When you answer, give every record back exactly as written.

═══ Data for review ═══

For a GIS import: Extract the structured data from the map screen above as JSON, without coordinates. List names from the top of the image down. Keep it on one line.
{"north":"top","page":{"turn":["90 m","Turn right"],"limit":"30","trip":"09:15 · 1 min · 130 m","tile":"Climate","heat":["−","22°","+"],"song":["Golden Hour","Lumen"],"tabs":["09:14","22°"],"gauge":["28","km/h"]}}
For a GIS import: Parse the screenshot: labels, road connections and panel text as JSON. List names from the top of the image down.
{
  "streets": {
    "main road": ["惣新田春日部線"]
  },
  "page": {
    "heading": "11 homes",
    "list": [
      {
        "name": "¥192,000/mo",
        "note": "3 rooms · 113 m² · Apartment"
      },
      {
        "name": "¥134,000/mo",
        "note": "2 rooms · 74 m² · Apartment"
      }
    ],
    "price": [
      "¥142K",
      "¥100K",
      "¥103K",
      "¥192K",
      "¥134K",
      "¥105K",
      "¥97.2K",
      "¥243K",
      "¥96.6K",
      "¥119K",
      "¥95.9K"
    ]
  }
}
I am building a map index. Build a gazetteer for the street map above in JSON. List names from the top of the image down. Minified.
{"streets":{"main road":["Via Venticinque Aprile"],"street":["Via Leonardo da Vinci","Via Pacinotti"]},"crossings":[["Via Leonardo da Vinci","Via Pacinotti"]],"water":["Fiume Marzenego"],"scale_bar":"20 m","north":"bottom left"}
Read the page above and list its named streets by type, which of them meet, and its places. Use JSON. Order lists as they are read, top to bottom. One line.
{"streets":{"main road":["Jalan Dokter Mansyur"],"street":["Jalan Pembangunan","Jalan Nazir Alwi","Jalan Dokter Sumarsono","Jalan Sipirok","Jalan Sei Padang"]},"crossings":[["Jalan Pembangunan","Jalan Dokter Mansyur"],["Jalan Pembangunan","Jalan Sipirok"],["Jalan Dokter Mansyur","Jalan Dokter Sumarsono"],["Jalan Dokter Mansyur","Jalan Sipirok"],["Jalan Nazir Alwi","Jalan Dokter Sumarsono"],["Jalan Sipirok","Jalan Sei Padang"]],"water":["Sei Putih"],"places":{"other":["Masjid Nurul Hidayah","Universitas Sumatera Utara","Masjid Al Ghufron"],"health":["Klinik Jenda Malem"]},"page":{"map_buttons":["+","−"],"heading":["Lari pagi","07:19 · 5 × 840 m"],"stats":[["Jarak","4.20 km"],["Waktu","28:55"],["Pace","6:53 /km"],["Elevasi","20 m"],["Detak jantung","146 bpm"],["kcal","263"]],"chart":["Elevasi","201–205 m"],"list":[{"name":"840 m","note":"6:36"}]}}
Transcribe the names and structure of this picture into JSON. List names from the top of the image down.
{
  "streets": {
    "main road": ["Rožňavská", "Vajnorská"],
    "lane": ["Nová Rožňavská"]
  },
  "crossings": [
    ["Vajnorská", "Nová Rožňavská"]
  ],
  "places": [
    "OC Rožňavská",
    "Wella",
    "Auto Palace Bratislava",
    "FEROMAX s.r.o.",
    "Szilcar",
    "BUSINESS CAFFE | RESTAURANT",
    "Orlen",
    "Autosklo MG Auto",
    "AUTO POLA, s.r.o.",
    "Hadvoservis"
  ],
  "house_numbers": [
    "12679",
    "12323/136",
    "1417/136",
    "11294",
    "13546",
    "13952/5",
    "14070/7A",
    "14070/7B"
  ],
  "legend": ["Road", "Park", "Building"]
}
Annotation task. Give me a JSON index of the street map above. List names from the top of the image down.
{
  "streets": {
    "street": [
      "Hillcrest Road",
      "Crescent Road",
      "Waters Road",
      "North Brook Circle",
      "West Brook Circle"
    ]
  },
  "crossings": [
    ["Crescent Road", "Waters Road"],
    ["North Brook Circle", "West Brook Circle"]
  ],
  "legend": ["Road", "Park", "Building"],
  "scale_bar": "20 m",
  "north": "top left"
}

═══

▶ Written solution:
For a GIS import: Extract the structured data from the map screen above as JSON, without coordinates. List names from the top of the image down. Keep it on one line.
{"north":"top","page":{"turn":["90 m","Turn right"],"limit":"30","trip":"09:15 · 1 min · 130 m","tile":"Climate","heat":["−","22°","+"],"song":["Golden Hour","Lumen"],"tabs":["09:14","22°"],"gauge":["28","km/h"]}}
For a GIS import: Parse the screenshot: labels, road connections and panel text as JSON. List names from the top of the image down.
{
  "streets": {
    "main road": ["惣新田春日部線"]
  },
  "page": {
    "heading": "11 homes",
    "list": [
      {
        "name": "¥192,000/mo",
        "note": "3 rooms · 113 m² · Apartment"
      },
      {
        "name": "¥134,000/mo",
        "note": "2 rooms · 74 m² · Apartment"
      }
    ],
    "price": [
      "¥142K",
      "¥100K",
      "¥103K",
      "¥192K",
      "¥134K",
      "¥105K",
      "¥97.2K",
      "¥243K",
      "¥96.6K",
      "¥119K",
      "¥95.9K"
    ]
  }
}
I am building a map index. Build a gazetteer for the street map above in JSON. List names from the top of the image down. Minified.
{"streets":{"main road":["Via Venticinque Aprile"],"street":["Via Leonardo da Vinci","Via Pacinotti"]},"crossings":[["Via Leonardo da Vinci","Via Pacinotti"]],"water":["Fiume Marzenego"],"scale_bar":"20 m","north":"bottom left"}
Read the page above and list its named streets by type, which of them meet, and its places. Use JSON. Order lists as they are read, top to bottom. One line.
{"streets":{"main road":["Jalan Dokter Mansyur"],"street":["Jalan Pembangunan","Jalan Nazir Alwi","Jalan Dokter Sumarsono","Jalan Sipirok","Jalan Sei Padang"]},"crossings":[["Jalan Pembangunan","Jalan Dokter Mansyur"],["Jalan Pembangunan","Jalan Sipirok"],["Jalan Dokter Mansyur","Jalan Dokter Sumarsono"],["Jalan Dokter Mansyur","Jalan Sipirok"],["Jalan Nazir Alwi","Jalan Dokter Sumarsono"],["Jalan Sipirok","Jalan Sei Padang"]],"water":["Sei Putih"],"places":{"other":["Masjid Nurul Hidayah","Universitas Sumatera Utara","Masjid Al Ghufron"],"health":["Klinik Jenda Malem"]},"page":{"map_buttons":["+","−"],"heading":["Lari pagi","07:19 · 5 × 840 m"],"stats":[["Jarak","4.20 km"],["Waktu","28:55"],["Pace","6:53 /km"],["Elevasi","20 m"],["Detak jantung","146 bpm"],["kcal","263"]],"chart":["Elevasi","201–205 m"],"list":[{"name":"840 m","note":"6:36"}]}}
Transcribe the names and structure of this picture into JSON. List names from the top of the image down.
{
  "streets": {
    "main road": ["Rožňavská", "Vajnorská"],
    "lane": ["Nová Rožňavská"]
  },
  "crossings": [
    ["Vajnorská", "Nová Rožňavská"]
  ],
  "places": [
    "OC Rožňavská",
    "Wella",
    "Auto Palace Bratislava",
    "FEROMAX s.r.o.",
    "Szilcar",
    "BUSINESS CAFFE | RESTAURANT",
    "Orlen",
    "Autosklo MG Auto",
    "AUTO POLA, s.r.o.",
    "Hadvoservis"
  ],
  "house_numbers": [
    "12679",
    "12323/136",
    "1417/136",
    "11294",
    "13546",
    "13952/5",
    "14070/7A",
    "14070/7B"
  ],
  "legend": ["Road", "Park", "Building"]
}
Annotation task. Give me a JSON index of the street map above. List names from the top of the image down.
{
  "streets": {
    "street": [
      "Hillcrest Road",
      "Crescent Road",
      "Waters Road",
      "North Brook Circle",
      "West Brook Circle"
    ]
  },
  "crossings": [
    ["Crescent Road", "Waters Road"],
    ["North Brook Circle", "West Brook Circle"]
  ],
  "legend": ["Road", "Park", "Building"],
  "scale_bar": "20 m",
  "north": "top left"
}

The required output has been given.